───── SOURCE INFORMATION ─────

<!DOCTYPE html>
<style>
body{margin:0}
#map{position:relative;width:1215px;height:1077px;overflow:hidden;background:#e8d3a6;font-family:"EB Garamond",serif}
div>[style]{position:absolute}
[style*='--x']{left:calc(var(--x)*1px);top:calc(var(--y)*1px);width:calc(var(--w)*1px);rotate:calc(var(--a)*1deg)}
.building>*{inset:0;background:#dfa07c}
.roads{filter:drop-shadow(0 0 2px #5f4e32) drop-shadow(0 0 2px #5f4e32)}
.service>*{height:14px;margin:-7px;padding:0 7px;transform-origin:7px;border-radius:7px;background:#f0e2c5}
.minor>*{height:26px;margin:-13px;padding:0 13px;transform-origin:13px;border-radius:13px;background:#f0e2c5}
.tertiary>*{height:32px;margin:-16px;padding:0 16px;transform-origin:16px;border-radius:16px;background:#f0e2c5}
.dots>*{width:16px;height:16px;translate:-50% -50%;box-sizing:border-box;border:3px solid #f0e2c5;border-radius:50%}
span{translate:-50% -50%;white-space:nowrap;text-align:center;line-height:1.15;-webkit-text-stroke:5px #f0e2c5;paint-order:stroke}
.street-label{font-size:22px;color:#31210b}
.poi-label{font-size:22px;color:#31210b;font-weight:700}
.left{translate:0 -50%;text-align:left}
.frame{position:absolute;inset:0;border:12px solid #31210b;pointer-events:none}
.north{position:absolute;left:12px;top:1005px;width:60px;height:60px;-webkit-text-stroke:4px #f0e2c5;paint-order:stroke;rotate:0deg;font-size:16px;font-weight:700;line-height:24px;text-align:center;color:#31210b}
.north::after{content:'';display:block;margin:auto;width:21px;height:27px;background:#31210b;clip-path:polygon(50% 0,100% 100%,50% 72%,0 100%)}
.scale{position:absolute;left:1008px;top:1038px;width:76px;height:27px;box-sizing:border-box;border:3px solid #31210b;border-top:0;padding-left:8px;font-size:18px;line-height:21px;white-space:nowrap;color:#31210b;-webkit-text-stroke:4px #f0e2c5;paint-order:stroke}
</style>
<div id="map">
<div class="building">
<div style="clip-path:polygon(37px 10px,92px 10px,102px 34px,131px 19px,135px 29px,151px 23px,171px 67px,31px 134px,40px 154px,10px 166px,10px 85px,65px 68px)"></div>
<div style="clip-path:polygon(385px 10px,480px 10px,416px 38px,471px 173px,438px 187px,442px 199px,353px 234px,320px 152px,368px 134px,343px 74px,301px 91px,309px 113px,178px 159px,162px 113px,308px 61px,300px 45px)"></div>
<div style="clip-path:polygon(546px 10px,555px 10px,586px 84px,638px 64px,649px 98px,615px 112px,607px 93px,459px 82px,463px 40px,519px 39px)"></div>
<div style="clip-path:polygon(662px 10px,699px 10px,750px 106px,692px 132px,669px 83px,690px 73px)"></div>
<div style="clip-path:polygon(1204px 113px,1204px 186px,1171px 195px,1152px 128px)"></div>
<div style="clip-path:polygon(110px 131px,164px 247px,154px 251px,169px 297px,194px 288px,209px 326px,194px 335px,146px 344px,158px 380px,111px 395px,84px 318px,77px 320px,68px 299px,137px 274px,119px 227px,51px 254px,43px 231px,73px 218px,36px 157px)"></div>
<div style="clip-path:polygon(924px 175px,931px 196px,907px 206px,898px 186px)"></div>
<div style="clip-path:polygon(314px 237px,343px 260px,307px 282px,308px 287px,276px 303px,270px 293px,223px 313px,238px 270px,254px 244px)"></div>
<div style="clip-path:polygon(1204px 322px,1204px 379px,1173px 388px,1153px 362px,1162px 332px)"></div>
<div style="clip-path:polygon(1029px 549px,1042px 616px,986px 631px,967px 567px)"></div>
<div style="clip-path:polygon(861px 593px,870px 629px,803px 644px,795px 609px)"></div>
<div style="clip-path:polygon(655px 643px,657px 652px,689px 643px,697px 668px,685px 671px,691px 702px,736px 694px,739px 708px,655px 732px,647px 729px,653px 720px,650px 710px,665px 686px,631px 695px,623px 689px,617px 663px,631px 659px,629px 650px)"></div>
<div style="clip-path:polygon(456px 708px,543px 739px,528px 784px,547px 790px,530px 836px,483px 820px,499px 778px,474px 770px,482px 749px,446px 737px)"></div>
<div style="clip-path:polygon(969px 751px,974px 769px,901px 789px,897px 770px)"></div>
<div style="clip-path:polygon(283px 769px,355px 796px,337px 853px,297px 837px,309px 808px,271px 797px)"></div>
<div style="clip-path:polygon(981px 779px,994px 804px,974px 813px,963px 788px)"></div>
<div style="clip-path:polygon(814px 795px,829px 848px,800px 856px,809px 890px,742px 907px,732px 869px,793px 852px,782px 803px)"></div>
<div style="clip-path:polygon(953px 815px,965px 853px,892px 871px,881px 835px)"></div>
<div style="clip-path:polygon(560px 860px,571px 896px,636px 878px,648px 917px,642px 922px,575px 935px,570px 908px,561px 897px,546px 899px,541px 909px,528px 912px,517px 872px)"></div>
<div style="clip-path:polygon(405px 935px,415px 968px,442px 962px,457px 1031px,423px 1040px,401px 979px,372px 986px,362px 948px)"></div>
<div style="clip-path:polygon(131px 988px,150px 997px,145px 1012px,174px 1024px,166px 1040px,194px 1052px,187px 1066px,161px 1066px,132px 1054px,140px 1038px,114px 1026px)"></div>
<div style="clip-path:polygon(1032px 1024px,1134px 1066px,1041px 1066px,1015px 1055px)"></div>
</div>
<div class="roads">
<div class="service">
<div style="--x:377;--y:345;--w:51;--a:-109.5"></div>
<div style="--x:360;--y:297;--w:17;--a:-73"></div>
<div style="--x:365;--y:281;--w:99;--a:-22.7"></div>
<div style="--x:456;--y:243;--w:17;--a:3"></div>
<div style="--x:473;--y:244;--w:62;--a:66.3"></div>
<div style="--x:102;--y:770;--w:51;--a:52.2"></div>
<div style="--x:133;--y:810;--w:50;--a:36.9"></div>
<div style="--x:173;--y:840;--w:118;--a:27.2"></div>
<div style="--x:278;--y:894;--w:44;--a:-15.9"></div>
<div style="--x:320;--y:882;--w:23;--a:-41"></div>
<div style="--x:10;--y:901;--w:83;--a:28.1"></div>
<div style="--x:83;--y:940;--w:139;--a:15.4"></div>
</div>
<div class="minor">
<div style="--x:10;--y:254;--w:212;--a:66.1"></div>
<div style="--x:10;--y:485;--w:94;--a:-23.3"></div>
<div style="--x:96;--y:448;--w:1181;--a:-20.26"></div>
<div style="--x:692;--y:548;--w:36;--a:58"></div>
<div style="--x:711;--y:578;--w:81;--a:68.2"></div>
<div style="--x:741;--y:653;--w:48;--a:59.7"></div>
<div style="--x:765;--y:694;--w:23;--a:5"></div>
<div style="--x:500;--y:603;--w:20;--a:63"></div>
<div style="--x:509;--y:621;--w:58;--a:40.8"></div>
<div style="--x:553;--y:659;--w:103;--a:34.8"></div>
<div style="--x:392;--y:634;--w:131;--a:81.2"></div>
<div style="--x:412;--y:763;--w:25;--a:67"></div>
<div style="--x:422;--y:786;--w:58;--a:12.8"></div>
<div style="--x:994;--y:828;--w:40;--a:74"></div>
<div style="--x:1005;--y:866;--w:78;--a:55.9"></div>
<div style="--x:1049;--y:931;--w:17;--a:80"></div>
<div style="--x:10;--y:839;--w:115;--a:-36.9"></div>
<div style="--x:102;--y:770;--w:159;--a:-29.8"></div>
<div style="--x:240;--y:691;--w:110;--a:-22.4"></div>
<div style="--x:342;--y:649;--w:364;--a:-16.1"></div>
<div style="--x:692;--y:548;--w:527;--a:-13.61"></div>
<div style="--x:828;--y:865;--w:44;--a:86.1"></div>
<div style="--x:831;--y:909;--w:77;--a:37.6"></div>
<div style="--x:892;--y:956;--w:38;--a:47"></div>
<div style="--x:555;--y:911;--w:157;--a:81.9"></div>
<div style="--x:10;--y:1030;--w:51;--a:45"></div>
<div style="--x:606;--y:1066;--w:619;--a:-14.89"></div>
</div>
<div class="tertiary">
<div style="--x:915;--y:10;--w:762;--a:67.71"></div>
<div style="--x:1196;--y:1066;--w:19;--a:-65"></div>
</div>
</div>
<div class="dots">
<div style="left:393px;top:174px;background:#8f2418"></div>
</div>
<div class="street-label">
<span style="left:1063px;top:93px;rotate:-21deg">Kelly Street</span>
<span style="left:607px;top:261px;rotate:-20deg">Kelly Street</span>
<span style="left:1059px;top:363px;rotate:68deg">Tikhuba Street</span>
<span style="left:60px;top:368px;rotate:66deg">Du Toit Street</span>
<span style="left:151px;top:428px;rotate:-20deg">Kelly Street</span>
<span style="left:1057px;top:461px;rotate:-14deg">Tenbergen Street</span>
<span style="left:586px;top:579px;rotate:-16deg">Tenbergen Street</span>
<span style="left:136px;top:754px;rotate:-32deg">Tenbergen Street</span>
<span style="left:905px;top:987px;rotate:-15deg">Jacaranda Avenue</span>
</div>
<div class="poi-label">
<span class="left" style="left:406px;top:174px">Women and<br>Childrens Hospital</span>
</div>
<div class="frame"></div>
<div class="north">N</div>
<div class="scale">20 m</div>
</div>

─────

▸ **GOAL OF THE EXERCISE**:
Within the records above, how many lines include the word "service"? Only the number is wanted.

▸ **EXERCISE ANSWER**:
2